Antlr Tree Pattern Matching with Rewrite Rules

Question

I have a trivial antlr grammar for expressions like a.b.c + d.e.f:

grammar Test;
options {
    output=AST;
}
tokens {
    VARIABLE_ID;
    QUALIFIER_ID;
}

ID  : ('a'..'z'|'A'..'Z'|'_') ('a'..'z'|'A'..'Z'|'0'..'9'|'_')*;
DOT : '.';
WS : ( ' ' | '\t' | '\r' | '\n' ) {$channel=HIDDEN;} ;

variable_id  : id=ID   -> VARIABLE_ID[$id];
qualifier_id  : id=ID   -> QUALIFIER_ID[$id];

expr_start : expr EOF;
expr : var (options {greedy=true;} : '+' expr)*;

var : variable_id (DOT qualifier_id)*;

Now I want to define a pattern matcher over this grammar that turns a.b.c into 0.1.2, so I define a Tree Pattern Matcher as follows

tree grammar TestWalker;
options {
    tokenVocab=Test;
    ASTLabelType=CommonTree;
    filter=true;
    backtrack=true;
}

@members {
    TokenRewriteStream tokens;

    public void setTreeNodeStream(TreeNodeStream input) {
        super.setTreeNodeStream(input);
        tokens = (TokenRewriteStream)input.getTokenStream(); 
    }
}

topdown : var;

variable_id [int i] : id=VARIABLE_ID {
    tokens.replace($id.getToken(), "" + $i);
};

qualifier_id [int i] : id=QUALIFIER_ID {
    tokens.replace($id.getToken(), "" + $i);
};

var 
@init { int index = 0; }
: variable_id[index] 
(   DOT 
    { ++index; }
    qualifier_id[index]
)*;

Then I put together a small test program:

import org.antlr.runtime.*;
import org.antlr.runtime.tree.*;

public class Main {
    public static void main(String[] args) throws Exception {
        TestLexer lex = new TestLexer(new ANTLRInputStream(System.in));
        TokenStream tokens = new TokenRewriteStream(lex);

        TestParser parser = new TestParser(tokens);
        TestParser.expr_return expr = parser.expr();

        CommonTreeNodeStream nodes = new CommonTreeNodeStream((Tree)expr.getTree());
        nodes.setTokenStream(tokens);
        TestWalker walker = new TestWalker(nodes);
        walker.downup(expr.getTree());
        System.out.println(tokens.toString());
    }
}

When I run this program with basic input, I see surprising results:
a.b.c -> 0.b.c
a.b + d.e -> 0.b + 0.e
and so on.
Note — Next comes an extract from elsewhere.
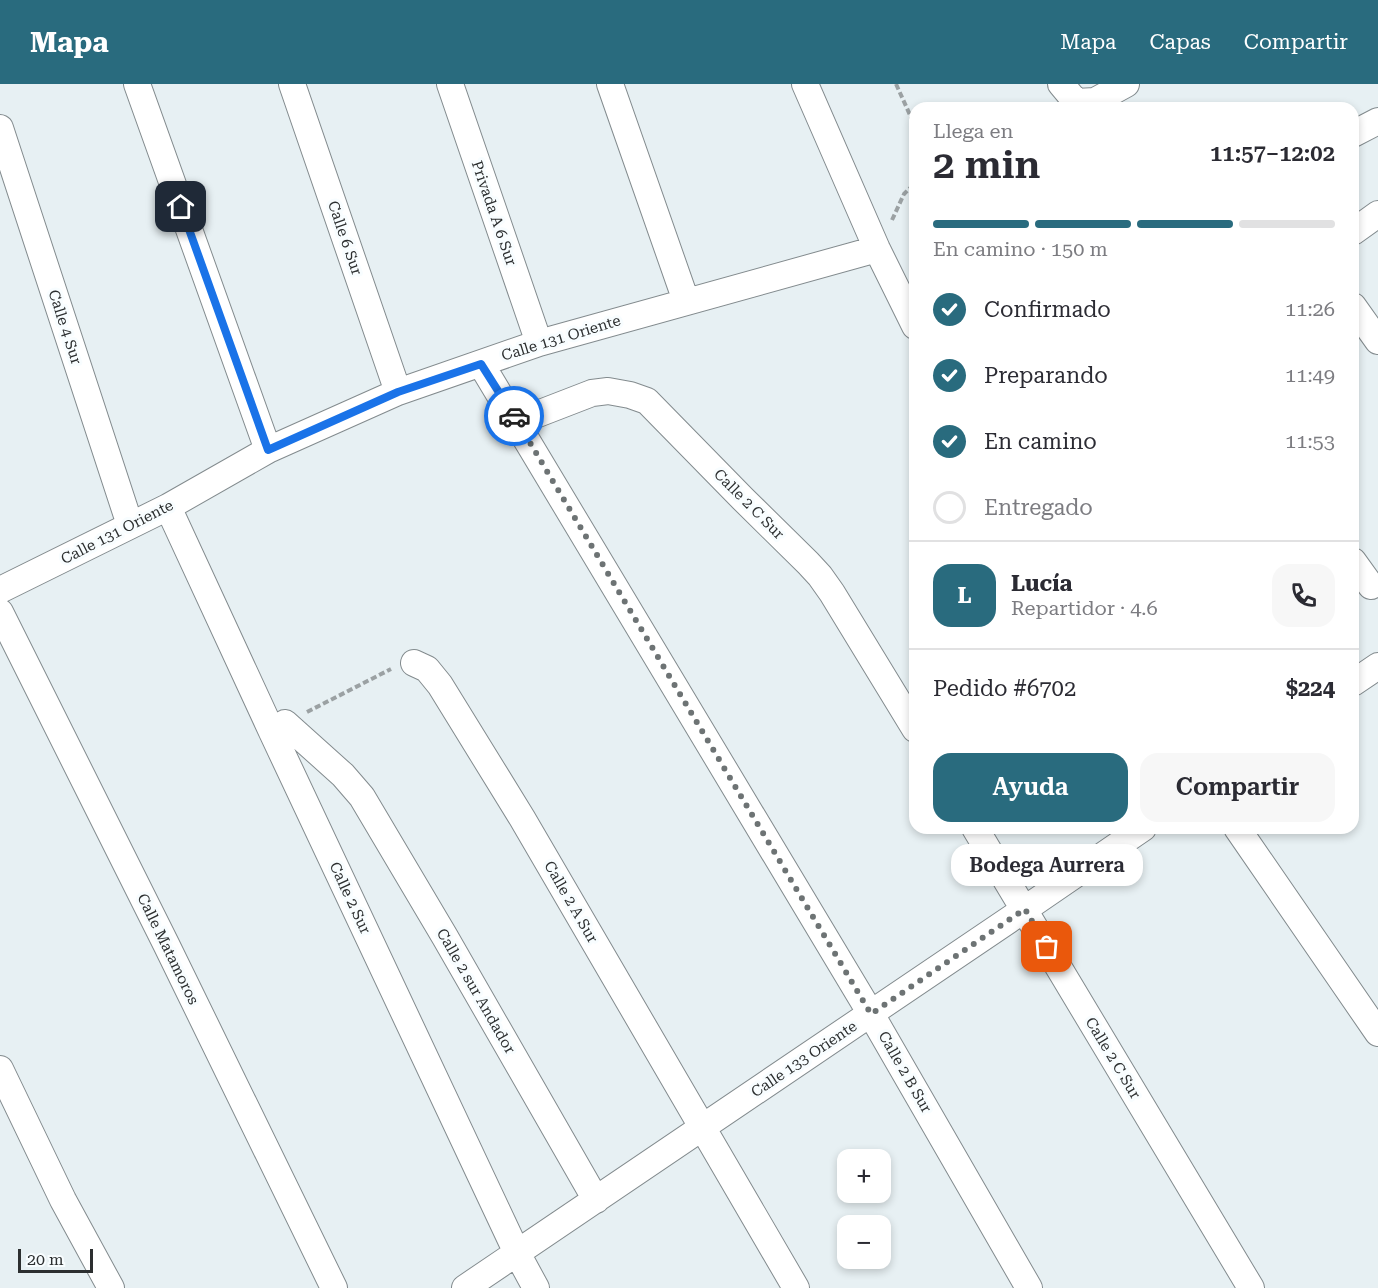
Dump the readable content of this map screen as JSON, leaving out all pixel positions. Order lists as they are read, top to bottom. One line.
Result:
{"streets":{"street":["Privada A 6 Sur","Calle 6 Sur","Calle 4 Sur","Calle 131 Oriente","Calle 2 C Sur","Calle 2 Sur","Calle 2 A Sur","Calle Matamoros","Calle 2 sur Andador","Calle 133 Oriente","Calle 2 B Sur"]},"crossings":[["Privada A 6 Sur","Calle 131 Oriente"],["Calle 6 Sur","Calle 131 Oriente"],["Calle 4 Sur","Calle 131 Oriente"],["Calle 131 Oriente","Calle 2 Sur"],["Calle 131 Oriente","Calle 2 B Sur"],["Calle 2 C Sur","Calle 133 Oriente"],["Calle 2 C Sur","Calle 2 B Sur"],["Calle 2 Sur","Calle 2 sur Andador"],["Calle 2 Sur","Calle 133 Oriente"],["Calle 2 A Sur","Calle 133 Oriente"],["Calle 2 sur Andador","Calle 133 Oriente"],["Calle 133 Oriente","Calle 2 B Sur"]],"places":["Bodega Aurrera"],"scale_bar":"20 m","page":{"header":"Mapa","nav":["Mapa","Capas","Compartir"],"heading":["2 min","Llega en","11:57–12:02"],"panel":["Lucía","Repartidor · 4.6","Pedido #6702","$224"],"bar":"En camino · 150 m","list":[["Confirmado","11:26"],["Preparando","11:49"],["En camino","11:53"],"Entregado"],"round":"L","buttons":["Ayuda","Compartir"],"bubble":"Bodega Aurrera","map_buttons":["+","−"],"scale":"20 m"}}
It appears that the (DOT qualifier_id)* portion of my rule never matches and I cannot figure out why. I have tried adding my rules to the topdown and the bottomup portions of the Tree Pattern Match. If I switch from a filter matcher to a whole tree matcher and add rules to branch for the '+' case appropriately it works, but when the rewrite is just a smaller fragment of a much larger grammar this becomes untenable. Any pointers would be greatly appreciated.

Update: Using antlr 3.3

score 2 · Accepted Answer · answered Mar 08 '11 at 22:10

The crux of the issue (as identified by @Bart) is that the parse was not properly generating an AST. The grammar needs to build the AST (note the addtional ^ tokens).

grammar Test;
options {
    output=AST;
}
tokens {
    VARIABLE_ID;
    QUALIFIER_ID;
}

ID  : ('a'..'z'|'A'..'Z'|'_') ('a'..'z'|'A'..'Z'|'0'..'9'|'_')*;
DOT : '.';
WS : ( ' ' | '\t' | '\r' | '\n' ) {$channel=HIDDEN;} ;

variable_id  : id=ID   -> VARIABLE_ID[$id];
qualifier_id  : id=ID   -> QUALIFIER_ID[$id];

expr_start : expr EOF;
expr : var (options {greedy=true;} : '+'^ expr)*;

var : variable_id (DOT^ qualifier_id)*;

Then the tree pattern matcher needs to walk the AST as it is constructed. Note the structure of the expr rule and the arguments used to handle state.

tree grammar TestWalker;
options {
    tokenVocab=Test;
    ASTLabelType=CommonTree;
    filter=true;
    backtrack=true;
}

@members {
    TokenRewriteStream tokens;

    public void setTreeNodeStream(TreeNodeStream input) {
        super.setTreeNodeStream(input);
        tokens = (TokenRewriteStream)input.getTokenStream(); 
    }
}

topdown : expr[0];

variable_id returns [int r] : id=VARIABLE_ID {
    $r = 0;
    tokens.replace($id.getToken(), "" + $r);
};

qualifier_id [int i] returns [int r] : id=QUALIFIER_ID {
    $r = $i + 1;
    tokens.replace($id.getToken(), "" + $r);
};

expr [int i] returns [int r]
    : v=variable_id { $r = $v.r; }
    | ^(DOT e=expr[$i] q=qualifier_id[$e.r] { $r = $q.r; } )
    ;

Now the output will run as expected:
a.b + d.e + c.d.e.f
0.1 + 0.1 + 0.1.2.3
and the produced AST looks correct.

output AST

Great! Thanks for posting the solution +1. – Bart Kiers Mar 08 '11 at 22:33 — Bart Kiers, Mar 08 '11 at 22:33

score 1 · Answer 2 · answered Mar 08 '11 at 20:30

I am not familiar with this (relatively new) pattern-tree walking. I glanced over it on the Wiki, but it's not in my copy of the ANTLR reference.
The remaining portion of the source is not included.